The overall stock market initially surged last week when hopes for a diplomatic solution to the North Korea crisis became suddenly more plausible. Chairman of the Joint Chiefs of Staff, General Joe Dunford, landed at South Korea's Osan Air Force Base last week and said,
As a military leader, I have to make sure that the president does have viable military options in the event that the diplomatic and economic pressurization campaign fails.
General Dunford added, "We are mindful of the consequences of executing those options, and that makes us have more of a sense of urgency." In response, North Korean dictator Kim Jong Un pulled back from his bellicose threats, declaring that Guam was no longer a target.
With the immediate threat of nuclear Armageddon fading fast, the stock market revived on the mostly positive economic news. The 10-year Treasury bond fell below 2.2% last week and that brings out all the bargain hunters for dividend growth stocks. In fact, any time the 10-year Treasury gets close to the S&P 500's dividend yield (currently 1.95%), it is a screaming buy signal for stocks over bonds.
President Trump continues to be a distraction after he disbanded two of his business advisory councils and outraged many Americans after his remarks following the mob violence in Charlottesville, Virginia. Since President Trump stubbornly blamed both sides equally, multiple CEOs resigned from the business councils, as they did not want to appear to be affiliated with President Trump in the wake of relentless media criticism. The fact that Vice President Mike Pence ended his South American trip early to return to Washington D.C. on Wednesday was a clear sign that a growing political crisis may ultimately undermine the Trump Administration's pro-business agenda. Although President Trump is under relentless media criticism, I suspect that Wall Street will not be overly worried unless raising the federal deficit ceiling in September becomes difficult due to the seemingly endless partisanship and infighting in Washington D.C.
The global engine of growth continues to be the greatest story seldom told. With all our focus on overseas hot spots and dissent at home, the global economy continues to soar, especially in Asia.

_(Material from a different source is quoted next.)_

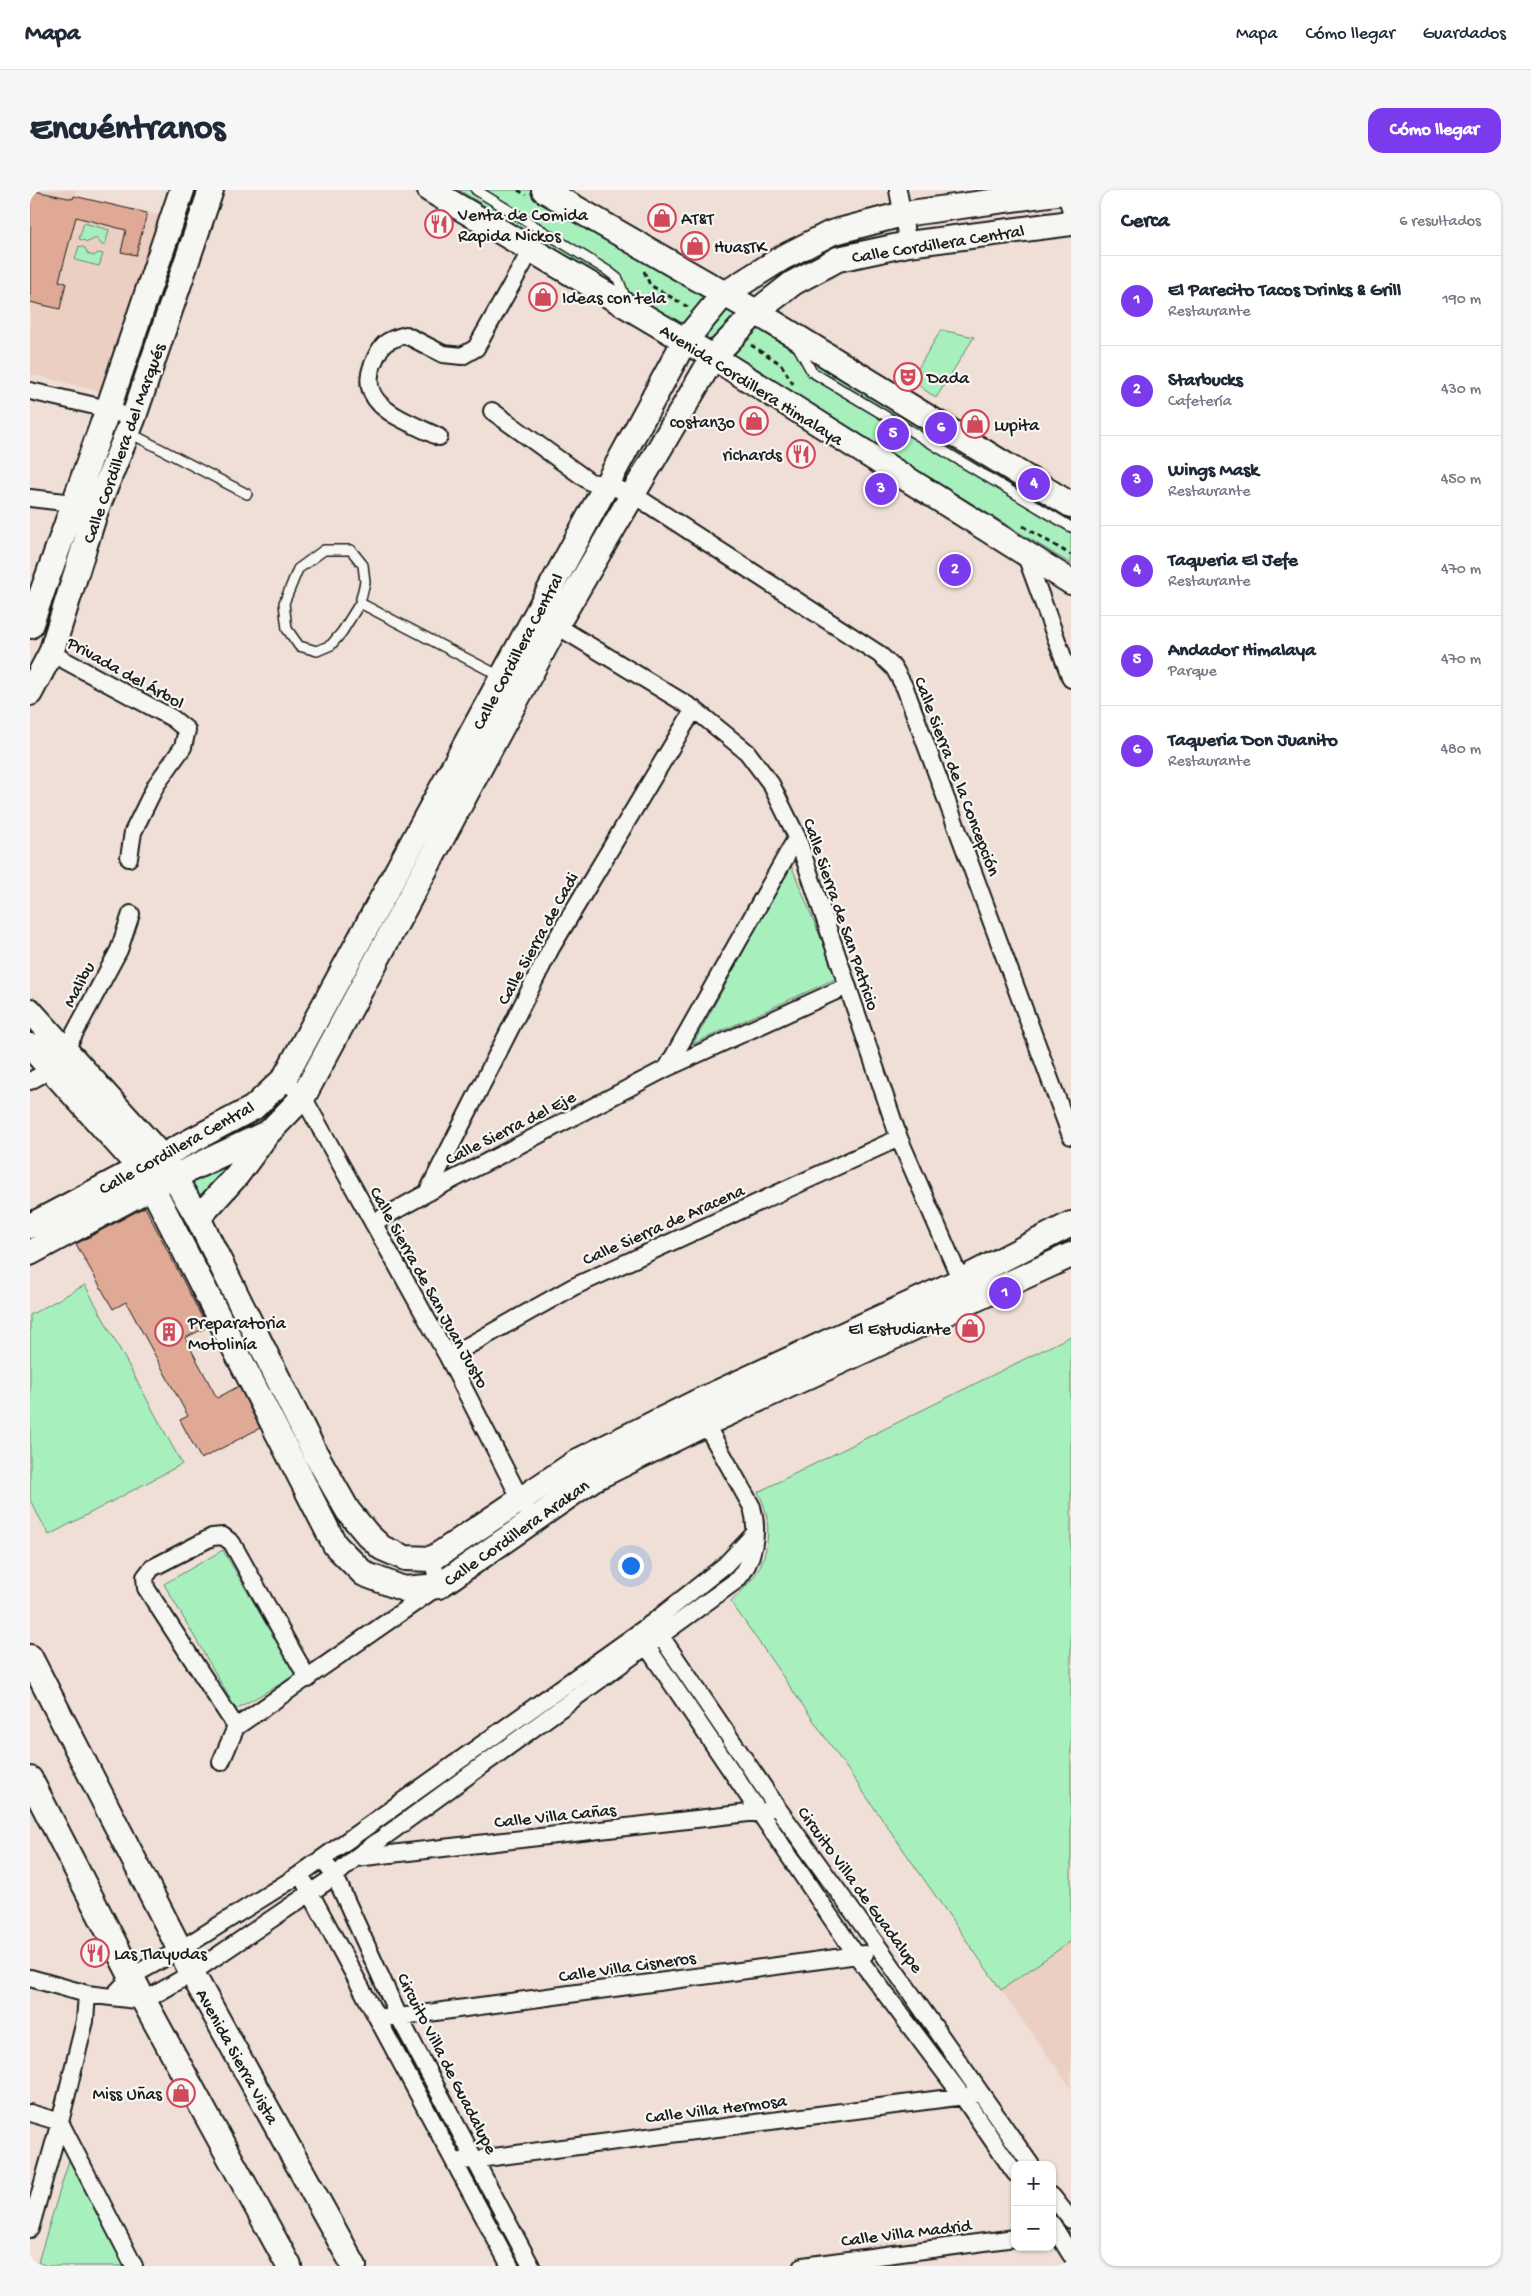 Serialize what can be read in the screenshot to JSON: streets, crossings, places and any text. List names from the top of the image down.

For example, Japan's GDP grew at a 4% annual pace in the second quarter, which is truly amazing for a nation with an aging population and a long history (since 1990) of slow growth. The 4.0% GDP figure was well above economists' consensus estimate of 2.5%. Furthermore, Japanese business spending on new equipment and capital expenditures grew at a robust 9.9% annualized pace. This amazing GDP growth has ignited a whiff of inflation in Japan, with prices rising at a 0.4% annual pace. This is raising the prospects for higher interest rates and a lower level of quantitative easing by the Bank of Japan.
According to the Economist's weekly scorecard, several Asian economies are growing by 4% or more:
This robust growth is not just limited to Japan and the rest of Asia. The euro-zone is growing at a healthy 2.5% rate, well above its historic average. Most Latin America economies (with the notable exception of troubled Venezuela) are growing 3% or more, and the latest U.S. GDP growth rate is a 2.6% annual rate.
Outlook for Third-Quarter U.S. GDP Improves
With statistics now coming in for July, it looks like the U.S. third-quarter GDP growth will improve. Last Tuesday, the Commerce Department announced that U.S. retail sales in July soared 0.6%, the highest level in seven months and significantly higher than economists' consensus estimate of 0.4%. In addition, June's retail sales were revised up substantially to a 0.3% increase from initial reports of a -0.2% decline. Due to June's substantial 0.5% upward revision, economists will upgrade second-quarter GDP estimates.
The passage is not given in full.